I did a search and found this: http://www.americanframe.com/Products/AcrylicPlexi-glass-Scratch-Remover-Kit__F2100.aspx


----------



## DanishDevil (Feb 16, 2011)

I know rubbing compound can work on bare metal and other materials, but not so sure about plexi. I'm sure there are a couple of options.


----------



## parelem (Feb 16, 2011)

most hardware and automotive stores carry glass and plexiglass, or plastic and plexiglass cleaners and scratch removers.


----------



## JrRacinFan (Feb 16, 2011)

Use nail polish remover with acetone...

**Smacks his own hand** Bad Jr . See if you can find any plastic polish at local hardware stores.


----------



## Fatal (Feb 16, 2011)

I was just wondering I hate that I scratched my glass I should have known better.


----------



## Namslas90 (Feb 16, 2011)

JrRacinFan said:


> Use nail polish remover with acetone...
> 
> **Smacks his own hand** Bad Jr . See if you can find any plastic polish at local hardware stores.
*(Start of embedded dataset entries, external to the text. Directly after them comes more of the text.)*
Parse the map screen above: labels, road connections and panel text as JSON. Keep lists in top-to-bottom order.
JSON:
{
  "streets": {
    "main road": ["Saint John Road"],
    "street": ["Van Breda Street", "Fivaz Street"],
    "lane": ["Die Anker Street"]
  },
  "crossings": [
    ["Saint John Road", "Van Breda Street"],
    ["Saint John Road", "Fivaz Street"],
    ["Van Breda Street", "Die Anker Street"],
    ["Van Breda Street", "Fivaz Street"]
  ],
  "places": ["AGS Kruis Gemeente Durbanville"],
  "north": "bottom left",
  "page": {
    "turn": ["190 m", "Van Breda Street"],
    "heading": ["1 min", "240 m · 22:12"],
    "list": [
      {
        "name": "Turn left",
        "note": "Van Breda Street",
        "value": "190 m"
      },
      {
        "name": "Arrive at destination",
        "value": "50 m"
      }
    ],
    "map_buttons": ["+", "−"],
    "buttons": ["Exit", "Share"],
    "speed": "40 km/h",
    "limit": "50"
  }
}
Most auto parts stores have "Headlamp Restoration"-to restore yellow or milky headlights; kits thats have everything you need for a few bucks.
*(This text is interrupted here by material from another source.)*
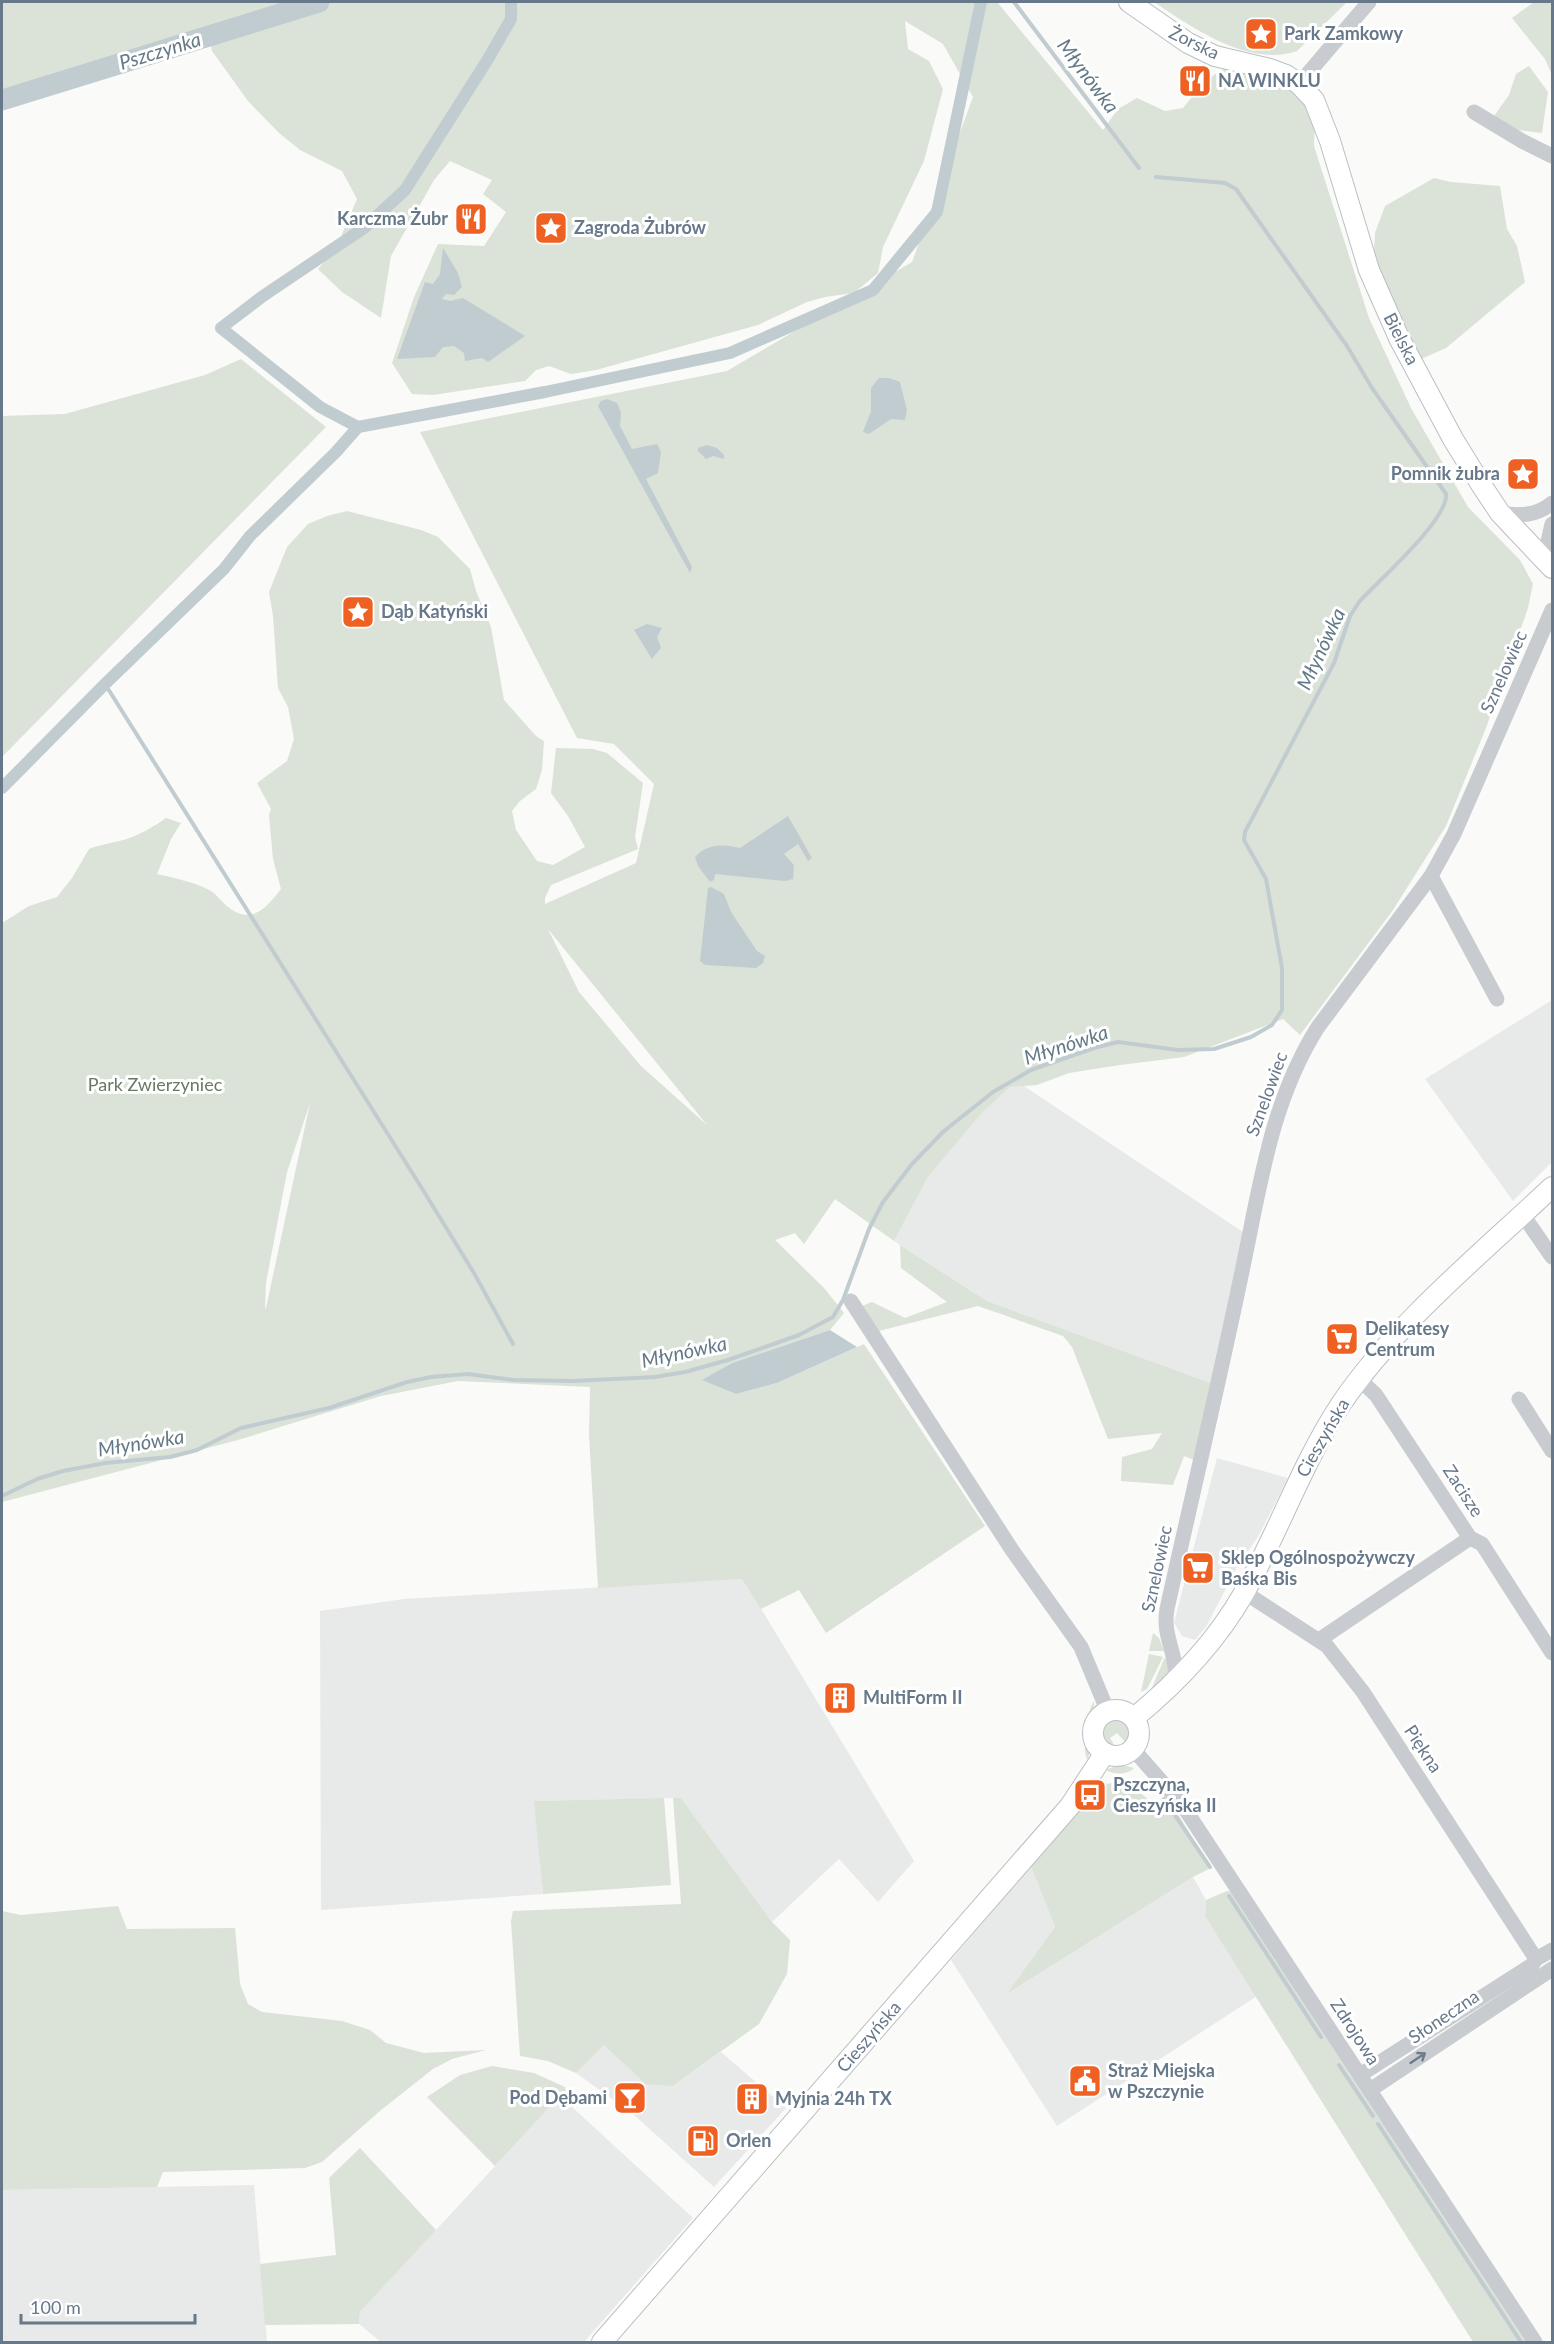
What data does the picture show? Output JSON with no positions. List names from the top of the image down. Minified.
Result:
{"streets":{"main road":["Żorska","Bielska","Cieszyńska"],"street":["Sznelowiec","Zacisze","Piękna","Słoneczna","Zdrojowa"]},"crossings":[["Żorska","Bielska"],["Sznelowiec","Cieszyńska"],["Cieszyńska","Zacisze"],["Cieszyńska","Piękna"],["Cieszyńska","Zdrojowa"],["Piękna","Słoneczna"],["Słoneczna","Zdrojowa"]],"water":["Pszczynka","Młynówka"],"parks":["Park Zwierzyniec"],"places":{"place":["Park Zamkowy","Zagroda Żubrów","Pomnik żubra","Dąb Katyński"],"restaurant":["NA WINKLU","Karczma Żubr"],"supermarket":["Delikatesy Centrum","Sklep Ogólnospożywczy Baśka Bis"],"building":["MultiForm II","Myjnia 24h TX"],"bus stop":["Pszczyna, Cieszyńska II"],"public building":["Straż Miejska w Pszczynie"],"bar":["Pod Dębami"],"fuel station":["Orlen"]},"scale_bar":"100 m"}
see here; http://www.amazon.com/s?ie=UTF8&index=blended&field-keywords=headlight restore kit&tag=tec06d-20


----------



## Arrakis9 (Feb 17, 2011)

also check this out http://www.amazon.com/dp/B0035U5ARK/?tag=tec06d-20


----------



## MKmods (Feb 17, 2011)

Namslas90 said:


> Most auto parts stores have "Headlamp Restoration"-to restore yellow or milky headlights; kits thats have everything you need for a few bucks.
> 
> see here; http://www.amazon.com/s?ie=UTF8&index=blended&field-keywords=headlight restore kit&tag=tec06d-20



excellent tool/idea.     I have 1 and it works great.


----------



## Fatal (Feb 17, 2011)

So many options I didn’t know there were that many fixes. Like I stated a co- worker had scratched up a client’s acrylic I believe he said it had artwork behind it. I scratched up my case and was pretty upset with myself. Thanks to every one for the fixes, I will defiantly be getting one of these products. I did not notice the scratches till I added some lights in my case and was like WTF!!  Now only if I could take some great pictures before and after the fix will work on that.


----------